Managing Failed Requests in Python

This guide explains how to handle failed HTTP requests in Python with retry strategies and custom logic.

What Are Status Codes?
Retry Strategies
HTTPAdapter
Tenacity
Building a Custom Retry Mechanism
Conclusion

What Are Status Codes?

Status codes are standardized three-digit numbers used in various protocols to indicate the result of a request. According to Mozilla, HTTP status codes can be broken down into the following categories:

100-199: Informational responses
200-299: Successful responses
300-399: Redirection messages
400-499: Client error messages
500-599: Server error messages

When developing client-side applications like web scrapers, it's crucial to pay attention to status codes in the 400 and 500 ranges. Codes in the 400s typically indicate client-side errors, such as authentication failures, rate limiting, timeouts, or the well-known 404: Not Found error. Meanwhile, status codes in the 500s signal server-side issues that may require retries or alternative handling strategies.

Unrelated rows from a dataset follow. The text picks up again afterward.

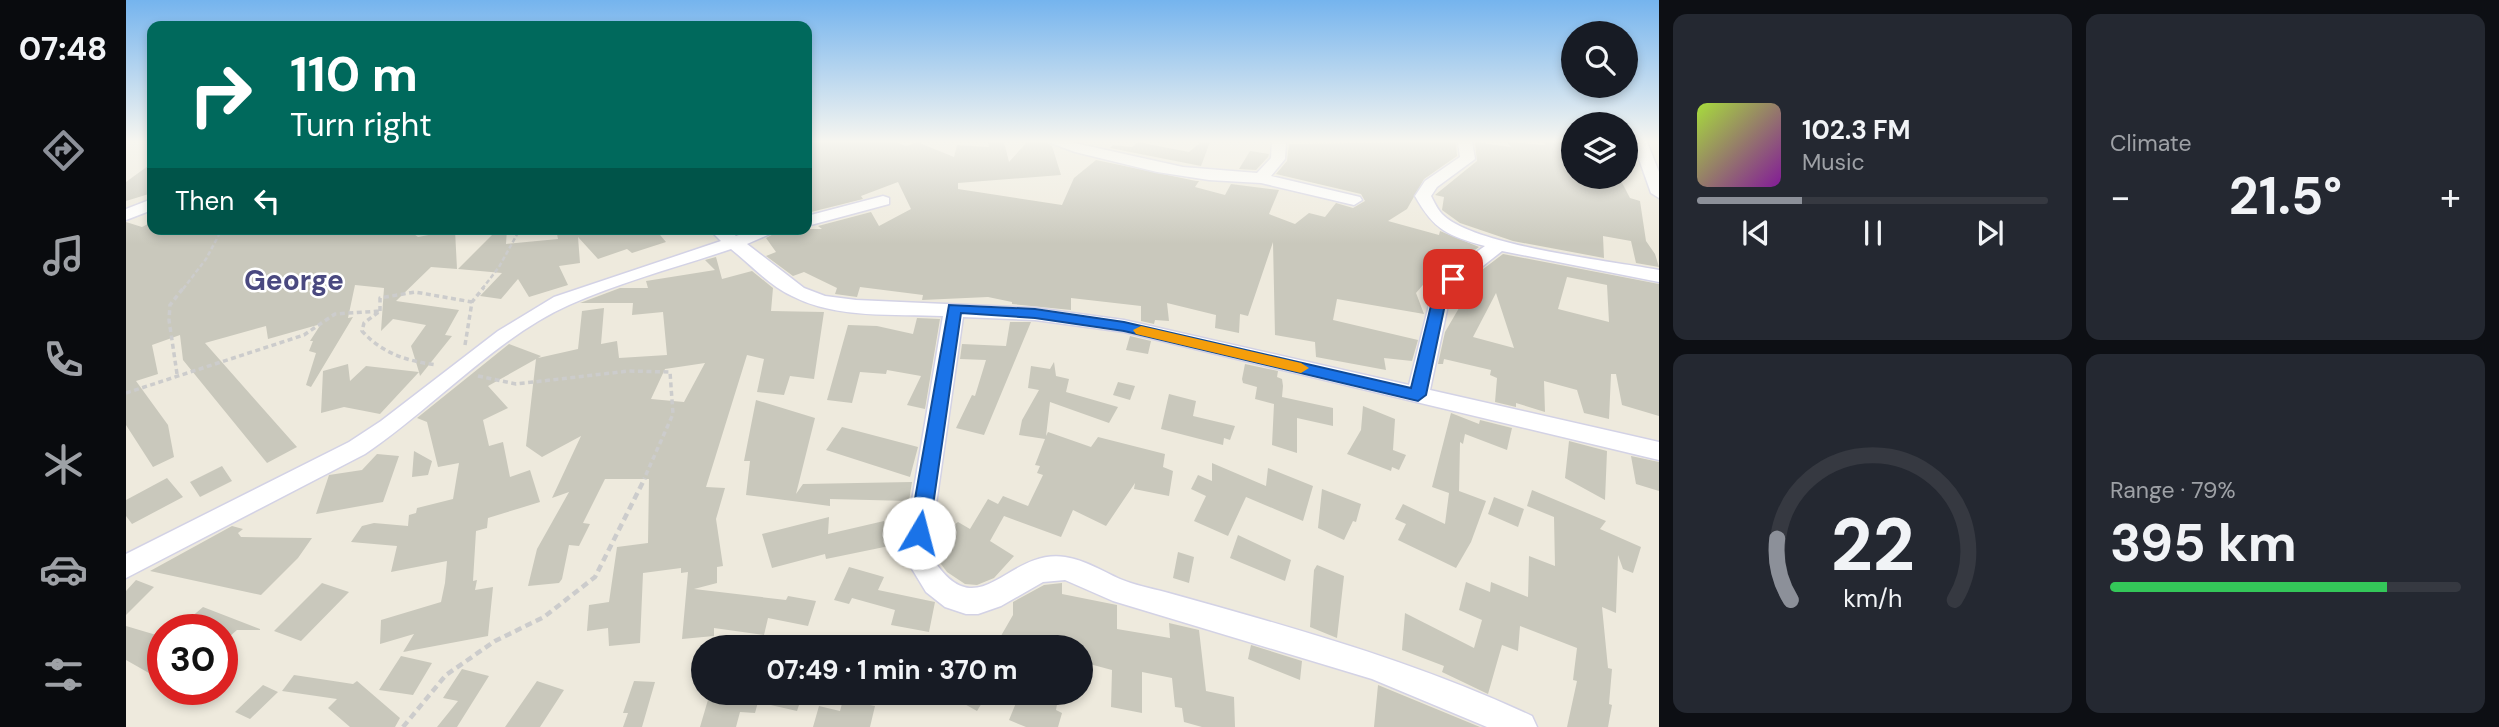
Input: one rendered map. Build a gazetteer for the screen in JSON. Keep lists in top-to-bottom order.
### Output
{
  "districts": ["George"],
  "page": {
    "tabs": "07:48",
    "tile": [
      "Climate",
      ["Range · 79%", "395 km"]
    ],
    "turn": ["110 m", "Turn right"],
    "song": ["102.3 FM", "Music"],
    "then": "Then",
    "heat": ["−", "21.5°", "+"],
    "limit": "30",
    "trip": "07:49 · 1 min · 370 m",
    "gauge": ["22", "km/h"]
  }
}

Here is a list of common error codes (taken from Mozilla’s official documentation) you will encounter when performing web scraping:

Status Code	Meaning	Description
400	Bad Request	Check your request format
401	Unauthorized	Check your API key
403	Forbidden	You cannot access this data
404	Not Found	Site/Endpoint doesn’t exist
408	Request Timeout	Request timed out, try again
429	Too Many Requests	Slow down your requests
500	Internal Server Error	Generic server error, retry request
501	Not Implemented	Server doesn’t support this yet
502	Bad Gateway	Failed response from an upstream server
503	Service Unavailable	Server is temporarily down, retry later
504	Gateway Timeout	Timed out waiting for an upstream server

Retry Strategies

When implementing a retry mechanism in Python, you can leverage pre-built libraries like HTTPAdapter and Tenacity. Alternatively, you may choose to develop custom retry logic based on your specific needs.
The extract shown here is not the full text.